THE 17TH FILM of Steven Spielberg's career (his first for DreamWorks) remains an interesting, underrated curio. A further illustration of Spielberg's desire to grapple seriously with history (witness The Color Purple, Empire Of The Sun, Schindler's List, Saving Private Ryan), it was dismissed on release either as a dry civics lesson (which is partially true) or as a kind of "Schindler's Roots", an attempt by Spielberg to hijack someone else's cultural heritage to win critical kudos (which is patently untrue). It has been relegated, alongside The Sugarland Express and Always, to the ranks of Spielberg Films No-One Ever Talks About — which is a shame as there is much more going on here than first met the eye.
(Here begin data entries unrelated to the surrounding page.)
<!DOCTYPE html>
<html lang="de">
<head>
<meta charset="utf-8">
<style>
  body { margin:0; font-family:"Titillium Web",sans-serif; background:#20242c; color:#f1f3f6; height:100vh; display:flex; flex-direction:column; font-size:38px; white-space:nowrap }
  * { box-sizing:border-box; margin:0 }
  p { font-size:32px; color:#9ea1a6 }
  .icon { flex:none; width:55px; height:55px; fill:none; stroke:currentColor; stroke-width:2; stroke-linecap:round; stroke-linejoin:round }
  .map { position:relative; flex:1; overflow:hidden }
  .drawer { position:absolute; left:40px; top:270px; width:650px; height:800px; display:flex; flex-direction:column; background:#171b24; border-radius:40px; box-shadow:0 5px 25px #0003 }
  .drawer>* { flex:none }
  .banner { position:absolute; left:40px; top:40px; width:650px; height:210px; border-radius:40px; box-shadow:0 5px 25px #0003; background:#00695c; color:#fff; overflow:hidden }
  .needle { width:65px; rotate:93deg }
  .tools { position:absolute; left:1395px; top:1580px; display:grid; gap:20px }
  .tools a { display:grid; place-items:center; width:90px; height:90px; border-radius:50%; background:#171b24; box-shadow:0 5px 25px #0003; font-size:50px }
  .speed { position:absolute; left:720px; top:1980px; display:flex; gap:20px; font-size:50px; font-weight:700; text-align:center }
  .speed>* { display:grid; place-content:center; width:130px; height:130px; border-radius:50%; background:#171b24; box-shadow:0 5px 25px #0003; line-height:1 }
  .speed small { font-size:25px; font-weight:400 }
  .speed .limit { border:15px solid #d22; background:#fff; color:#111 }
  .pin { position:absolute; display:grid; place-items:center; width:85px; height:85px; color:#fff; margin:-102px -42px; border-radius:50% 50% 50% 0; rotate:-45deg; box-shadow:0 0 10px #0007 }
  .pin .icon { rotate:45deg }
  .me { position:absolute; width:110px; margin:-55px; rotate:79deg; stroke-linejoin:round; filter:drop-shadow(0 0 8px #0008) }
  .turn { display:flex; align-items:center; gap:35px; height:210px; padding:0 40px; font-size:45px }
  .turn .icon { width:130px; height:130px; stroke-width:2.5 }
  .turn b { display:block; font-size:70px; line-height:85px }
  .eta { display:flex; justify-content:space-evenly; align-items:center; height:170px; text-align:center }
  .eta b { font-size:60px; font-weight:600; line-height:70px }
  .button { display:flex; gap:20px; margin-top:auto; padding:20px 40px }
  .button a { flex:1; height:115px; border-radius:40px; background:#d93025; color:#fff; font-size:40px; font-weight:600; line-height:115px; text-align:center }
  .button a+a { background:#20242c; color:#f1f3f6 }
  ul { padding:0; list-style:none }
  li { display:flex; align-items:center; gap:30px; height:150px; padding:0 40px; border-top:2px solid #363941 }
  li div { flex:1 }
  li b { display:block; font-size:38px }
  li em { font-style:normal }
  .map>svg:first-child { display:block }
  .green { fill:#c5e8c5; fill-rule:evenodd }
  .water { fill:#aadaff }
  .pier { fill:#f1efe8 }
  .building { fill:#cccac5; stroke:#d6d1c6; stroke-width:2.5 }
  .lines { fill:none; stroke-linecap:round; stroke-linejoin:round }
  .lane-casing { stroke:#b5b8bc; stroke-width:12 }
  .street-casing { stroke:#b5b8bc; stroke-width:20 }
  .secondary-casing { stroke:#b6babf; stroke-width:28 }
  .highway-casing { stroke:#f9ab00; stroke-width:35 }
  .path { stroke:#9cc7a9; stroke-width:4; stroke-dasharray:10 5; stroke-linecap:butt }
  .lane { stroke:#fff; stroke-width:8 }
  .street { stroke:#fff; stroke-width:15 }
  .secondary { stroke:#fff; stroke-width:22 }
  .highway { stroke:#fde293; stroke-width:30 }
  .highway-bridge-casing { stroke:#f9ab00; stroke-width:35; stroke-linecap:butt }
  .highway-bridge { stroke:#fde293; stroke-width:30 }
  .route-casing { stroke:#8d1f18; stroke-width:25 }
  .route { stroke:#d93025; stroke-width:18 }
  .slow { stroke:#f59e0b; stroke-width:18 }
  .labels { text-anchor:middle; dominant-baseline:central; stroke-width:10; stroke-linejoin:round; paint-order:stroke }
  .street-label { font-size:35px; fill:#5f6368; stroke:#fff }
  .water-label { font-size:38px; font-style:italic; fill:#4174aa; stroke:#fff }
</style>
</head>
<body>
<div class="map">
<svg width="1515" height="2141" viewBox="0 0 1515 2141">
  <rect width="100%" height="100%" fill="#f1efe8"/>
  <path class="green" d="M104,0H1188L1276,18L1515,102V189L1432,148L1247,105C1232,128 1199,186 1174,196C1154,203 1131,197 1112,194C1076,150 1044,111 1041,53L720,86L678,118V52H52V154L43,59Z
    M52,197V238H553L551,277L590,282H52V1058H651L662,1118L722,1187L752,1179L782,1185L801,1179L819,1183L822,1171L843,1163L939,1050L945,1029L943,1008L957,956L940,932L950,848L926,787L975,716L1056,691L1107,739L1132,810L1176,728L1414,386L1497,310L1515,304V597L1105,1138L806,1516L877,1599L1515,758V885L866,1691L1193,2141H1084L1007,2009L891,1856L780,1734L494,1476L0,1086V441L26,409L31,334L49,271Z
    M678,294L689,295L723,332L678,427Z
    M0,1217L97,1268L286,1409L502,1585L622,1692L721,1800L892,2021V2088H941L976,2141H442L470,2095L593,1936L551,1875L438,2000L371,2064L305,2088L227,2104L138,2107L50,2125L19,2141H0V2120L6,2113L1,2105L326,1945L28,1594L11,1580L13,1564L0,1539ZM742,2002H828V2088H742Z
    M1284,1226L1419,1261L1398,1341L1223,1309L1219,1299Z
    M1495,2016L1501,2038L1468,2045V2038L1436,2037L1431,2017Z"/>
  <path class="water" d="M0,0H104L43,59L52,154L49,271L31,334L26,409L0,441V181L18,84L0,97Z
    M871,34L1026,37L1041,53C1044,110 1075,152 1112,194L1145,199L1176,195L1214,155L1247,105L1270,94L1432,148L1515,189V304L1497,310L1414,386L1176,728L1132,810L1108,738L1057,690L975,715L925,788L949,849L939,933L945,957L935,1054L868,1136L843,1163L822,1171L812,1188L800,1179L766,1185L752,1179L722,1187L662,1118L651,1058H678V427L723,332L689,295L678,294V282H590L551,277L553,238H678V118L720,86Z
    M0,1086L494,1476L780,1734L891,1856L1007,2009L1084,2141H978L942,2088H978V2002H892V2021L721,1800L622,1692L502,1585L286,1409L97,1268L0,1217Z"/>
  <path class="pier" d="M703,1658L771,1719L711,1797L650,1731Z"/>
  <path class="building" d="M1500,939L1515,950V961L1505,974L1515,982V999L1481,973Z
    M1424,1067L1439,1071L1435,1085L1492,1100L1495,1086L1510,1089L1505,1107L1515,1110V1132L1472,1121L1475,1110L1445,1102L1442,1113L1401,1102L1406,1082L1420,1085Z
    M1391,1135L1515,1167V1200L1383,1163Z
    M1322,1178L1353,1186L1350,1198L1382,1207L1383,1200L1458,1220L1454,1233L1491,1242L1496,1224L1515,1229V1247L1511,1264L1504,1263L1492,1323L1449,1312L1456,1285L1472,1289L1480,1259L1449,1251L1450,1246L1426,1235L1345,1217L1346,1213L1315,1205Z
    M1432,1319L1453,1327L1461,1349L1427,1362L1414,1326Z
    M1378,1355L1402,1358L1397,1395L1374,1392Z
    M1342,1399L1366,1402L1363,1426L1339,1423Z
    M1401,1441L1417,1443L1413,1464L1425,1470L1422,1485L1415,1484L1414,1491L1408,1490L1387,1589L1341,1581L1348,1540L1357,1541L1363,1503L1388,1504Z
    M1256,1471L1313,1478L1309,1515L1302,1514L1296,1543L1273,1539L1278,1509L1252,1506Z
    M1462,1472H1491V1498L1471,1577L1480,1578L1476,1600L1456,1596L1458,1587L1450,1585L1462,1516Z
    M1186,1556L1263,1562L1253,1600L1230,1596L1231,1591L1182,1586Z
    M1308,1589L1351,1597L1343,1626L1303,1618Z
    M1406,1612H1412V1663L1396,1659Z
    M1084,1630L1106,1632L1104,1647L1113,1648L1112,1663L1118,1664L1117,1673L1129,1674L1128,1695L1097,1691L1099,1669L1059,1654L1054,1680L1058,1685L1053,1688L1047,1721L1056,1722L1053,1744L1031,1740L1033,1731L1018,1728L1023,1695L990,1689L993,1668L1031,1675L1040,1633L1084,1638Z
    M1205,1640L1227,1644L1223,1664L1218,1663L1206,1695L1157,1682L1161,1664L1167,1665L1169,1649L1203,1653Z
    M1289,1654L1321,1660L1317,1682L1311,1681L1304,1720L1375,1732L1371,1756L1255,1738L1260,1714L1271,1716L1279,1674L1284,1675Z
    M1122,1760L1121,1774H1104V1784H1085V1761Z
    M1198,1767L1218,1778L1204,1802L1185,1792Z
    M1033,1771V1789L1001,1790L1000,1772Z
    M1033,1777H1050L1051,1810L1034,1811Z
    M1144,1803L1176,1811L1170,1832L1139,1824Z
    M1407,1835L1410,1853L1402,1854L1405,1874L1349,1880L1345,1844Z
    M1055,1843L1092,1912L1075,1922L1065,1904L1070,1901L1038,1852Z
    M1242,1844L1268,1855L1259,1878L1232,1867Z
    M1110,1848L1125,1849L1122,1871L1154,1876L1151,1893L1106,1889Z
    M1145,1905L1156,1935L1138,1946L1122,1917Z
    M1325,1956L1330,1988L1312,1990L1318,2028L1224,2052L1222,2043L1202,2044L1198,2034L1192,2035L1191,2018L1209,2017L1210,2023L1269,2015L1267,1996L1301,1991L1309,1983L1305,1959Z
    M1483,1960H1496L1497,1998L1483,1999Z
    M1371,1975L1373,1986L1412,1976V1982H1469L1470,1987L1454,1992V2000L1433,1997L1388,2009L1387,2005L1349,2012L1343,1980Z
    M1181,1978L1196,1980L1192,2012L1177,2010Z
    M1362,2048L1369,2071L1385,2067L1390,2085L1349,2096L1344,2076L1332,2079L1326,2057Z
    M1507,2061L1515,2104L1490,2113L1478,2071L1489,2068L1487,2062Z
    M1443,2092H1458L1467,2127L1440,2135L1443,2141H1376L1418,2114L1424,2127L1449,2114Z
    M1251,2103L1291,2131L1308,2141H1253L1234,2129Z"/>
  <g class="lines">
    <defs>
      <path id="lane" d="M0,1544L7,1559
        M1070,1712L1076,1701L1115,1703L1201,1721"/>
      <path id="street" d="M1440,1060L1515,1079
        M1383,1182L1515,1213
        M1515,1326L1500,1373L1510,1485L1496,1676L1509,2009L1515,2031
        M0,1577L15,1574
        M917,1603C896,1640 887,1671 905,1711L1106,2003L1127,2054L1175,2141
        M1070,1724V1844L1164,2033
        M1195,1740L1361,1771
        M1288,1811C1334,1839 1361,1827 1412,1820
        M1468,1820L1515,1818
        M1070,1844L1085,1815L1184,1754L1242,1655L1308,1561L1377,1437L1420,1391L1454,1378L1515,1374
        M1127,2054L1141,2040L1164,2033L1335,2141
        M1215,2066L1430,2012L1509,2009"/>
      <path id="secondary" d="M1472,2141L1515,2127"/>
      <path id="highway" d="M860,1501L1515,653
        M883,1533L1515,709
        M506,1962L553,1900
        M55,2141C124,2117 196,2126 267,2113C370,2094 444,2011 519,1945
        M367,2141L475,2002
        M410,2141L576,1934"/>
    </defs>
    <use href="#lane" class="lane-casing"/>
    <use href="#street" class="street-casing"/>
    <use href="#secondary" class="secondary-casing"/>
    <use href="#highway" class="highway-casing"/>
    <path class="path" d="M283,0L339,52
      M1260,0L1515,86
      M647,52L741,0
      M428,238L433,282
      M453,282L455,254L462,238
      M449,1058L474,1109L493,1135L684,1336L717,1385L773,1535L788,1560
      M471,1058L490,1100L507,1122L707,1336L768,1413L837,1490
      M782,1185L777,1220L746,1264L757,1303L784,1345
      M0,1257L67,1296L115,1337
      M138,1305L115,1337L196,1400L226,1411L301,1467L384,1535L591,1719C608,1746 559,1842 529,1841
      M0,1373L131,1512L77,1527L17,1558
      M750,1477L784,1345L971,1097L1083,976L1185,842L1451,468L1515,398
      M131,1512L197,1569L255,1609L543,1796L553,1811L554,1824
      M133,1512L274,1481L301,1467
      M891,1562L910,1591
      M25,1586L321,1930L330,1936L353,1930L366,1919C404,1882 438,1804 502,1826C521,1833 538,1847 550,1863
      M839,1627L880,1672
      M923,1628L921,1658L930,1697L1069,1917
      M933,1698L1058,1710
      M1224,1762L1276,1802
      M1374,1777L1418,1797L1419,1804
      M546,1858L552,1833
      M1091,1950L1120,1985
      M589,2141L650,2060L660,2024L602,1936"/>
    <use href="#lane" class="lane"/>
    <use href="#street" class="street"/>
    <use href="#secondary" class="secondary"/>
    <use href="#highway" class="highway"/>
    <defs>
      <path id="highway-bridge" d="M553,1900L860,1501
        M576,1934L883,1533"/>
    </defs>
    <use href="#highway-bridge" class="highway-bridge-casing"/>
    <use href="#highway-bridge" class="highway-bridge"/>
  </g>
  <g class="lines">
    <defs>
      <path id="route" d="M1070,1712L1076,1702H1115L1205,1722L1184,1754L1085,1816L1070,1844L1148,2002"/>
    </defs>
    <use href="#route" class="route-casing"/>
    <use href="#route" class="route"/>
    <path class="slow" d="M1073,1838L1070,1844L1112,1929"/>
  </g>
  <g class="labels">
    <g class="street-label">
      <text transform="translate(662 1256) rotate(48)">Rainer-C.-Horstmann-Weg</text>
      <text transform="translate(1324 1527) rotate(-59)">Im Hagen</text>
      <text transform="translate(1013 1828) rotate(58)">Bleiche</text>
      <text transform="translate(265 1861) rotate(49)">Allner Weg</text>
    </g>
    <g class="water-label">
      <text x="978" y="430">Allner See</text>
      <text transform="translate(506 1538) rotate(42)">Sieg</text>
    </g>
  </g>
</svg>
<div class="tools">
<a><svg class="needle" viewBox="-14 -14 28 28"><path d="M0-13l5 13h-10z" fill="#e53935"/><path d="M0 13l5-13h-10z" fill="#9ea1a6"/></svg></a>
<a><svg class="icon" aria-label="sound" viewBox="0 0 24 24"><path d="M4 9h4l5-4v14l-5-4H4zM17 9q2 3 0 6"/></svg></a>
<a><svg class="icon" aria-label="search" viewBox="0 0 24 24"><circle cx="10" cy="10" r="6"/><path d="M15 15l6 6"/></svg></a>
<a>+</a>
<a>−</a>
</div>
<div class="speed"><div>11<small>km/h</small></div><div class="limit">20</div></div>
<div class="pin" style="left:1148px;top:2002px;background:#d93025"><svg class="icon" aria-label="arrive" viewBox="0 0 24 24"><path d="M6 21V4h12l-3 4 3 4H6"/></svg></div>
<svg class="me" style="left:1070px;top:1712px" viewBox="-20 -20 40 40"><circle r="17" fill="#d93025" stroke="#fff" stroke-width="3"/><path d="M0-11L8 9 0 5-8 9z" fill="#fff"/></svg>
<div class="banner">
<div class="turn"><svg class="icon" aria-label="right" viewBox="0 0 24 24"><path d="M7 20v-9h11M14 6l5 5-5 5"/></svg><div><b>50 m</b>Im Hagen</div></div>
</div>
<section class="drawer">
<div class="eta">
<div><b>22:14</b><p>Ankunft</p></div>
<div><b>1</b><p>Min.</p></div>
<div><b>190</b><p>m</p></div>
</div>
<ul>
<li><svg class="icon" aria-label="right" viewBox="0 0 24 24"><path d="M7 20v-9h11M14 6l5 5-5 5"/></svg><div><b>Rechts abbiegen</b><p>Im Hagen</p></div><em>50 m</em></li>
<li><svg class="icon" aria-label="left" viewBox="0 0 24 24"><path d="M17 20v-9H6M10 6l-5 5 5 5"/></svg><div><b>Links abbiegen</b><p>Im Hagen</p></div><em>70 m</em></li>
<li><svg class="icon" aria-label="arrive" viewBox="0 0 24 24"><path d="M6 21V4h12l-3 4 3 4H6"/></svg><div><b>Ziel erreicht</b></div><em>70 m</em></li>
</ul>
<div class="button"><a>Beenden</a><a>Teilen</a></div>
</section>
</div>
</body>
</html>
Originally, Spielberg was going to segue from The Lost World straight to Private Ryan. Yet, slipping in a project initiated by producer Debbie Allen (of Fame fame), he took a stripped down crew from the Jurassic sequel and shot Amistad on the fly in just 46 days. The subject of a highly publicised (and ultimately unsuccessful) plagiarism lawsuit after respected author Barbara Chase-Riboud claimed that DreamWorks stole that interpretation of history described in her novel Echo Of Lions; the source material centres on the aftermath of a mutiny by 53 African captives aboard the Spanish slave ship Amistad. As the mutineers, led by Cinque (Hounsou), are captured in American waters, a series of courtroom trials begins to determine ownership of the slaves, the case finally ending up in the supreme court with ex-President John Quincy Adams (Hopkins) fighting for the Africans' freedom.
On its opening, even the most die-hard Spielberg aficionado had trouble defending its merits. Yet this dislocation for the real-life Dawson Leerys could have arisen because, on first impressions, this is the most un-Spielberg film that Spielberg has ever made. Storytelling briskness is replaced by ponderous pacing. Spectacle is sidelined by an abundance of dialogue. Visual dynamism is usurped by painterly tableaux, a series of static, muted, distanced compositions aeons away from The Color Purple's prettification of black culture.
However, Amistad echoes around Spielberg's movies in more ways than were first apparent. It shares with Temple Of Doom, Empire Of The Sun and Schindler's List themes of incarceration and survival and, as lawyer Roger Baldwin (McConaughey) tries to discover who the Africans are, the film elaborates on a striving for communication that has traversed much of Spielberg's work, in particular Close Encounters and E.T..
Moreover, all the typical directorial nous is present and correct, only this time you had to search for it; the massive close-ups of Cinque's features in the opening insurrection; the colour scheme of the courtroom which progresses from an overblown messy look highlighting the prisoners' limbo through to the pristine velvety elegance of the Supreme Court as a verdict is finally delivered. The images depicting the slave ship drownings — an infant raised above the tortured bodies in the ship's hold, the chains of Africans pushed to their death — are among the most shocking, sorrowful yet strangely beautiful Spielberg has committed ever to film, the brutality perfectly counterpointed by the tinkling of a music box. In a year when Titanic won the Academy award for Best Picture, the filmmaking finesse Spielberg brought to Amistad looked positively arthouse.
A further demonstration of Spielberg's ability to tap into the Zeitgeist, the release of Amistad coincided with a reinvestigation into America's relationship with slavery. President Clinton held a "town meeting" with prominent authors to ponder race debates, schools named after slave owners underwent moniker changes and debates raged over whether Americans should formally apologise for slavery (as Germany did for Nazism), and pay billions of dollars in reparations to descendants of slaves.
Into this hotbed, Amistad came under attack from certain historians as a misleading brand of "infotainment" —DreamWorks literature surrounding the film quoted conversations between Adams and Cinque when in reality the pair never met — but was generally perceived to respect the complexities in the issues of slavery and race. From Cinque battling Baldwin to infighting between African tribes through the congressional sparring of Adams, this is a film full of conciliation but, importantly, not reconciliation. Spielberg has no easy solutions to the race problem: just a sensible awareness of cultures, language and dialects intermingling in the New World.
That race is such an open wound stateside may have contributed to the markedly different reception afforded Amistad than Schindler's List: while the horrors of the Holocaust happened thousands of miles away, the spectre of slavery happened right on their own doorstep, boring a hole in the US soul. Not only was Spielberg's meditation on homegrown atrocity underappreciated, it may also have been largely unwanted.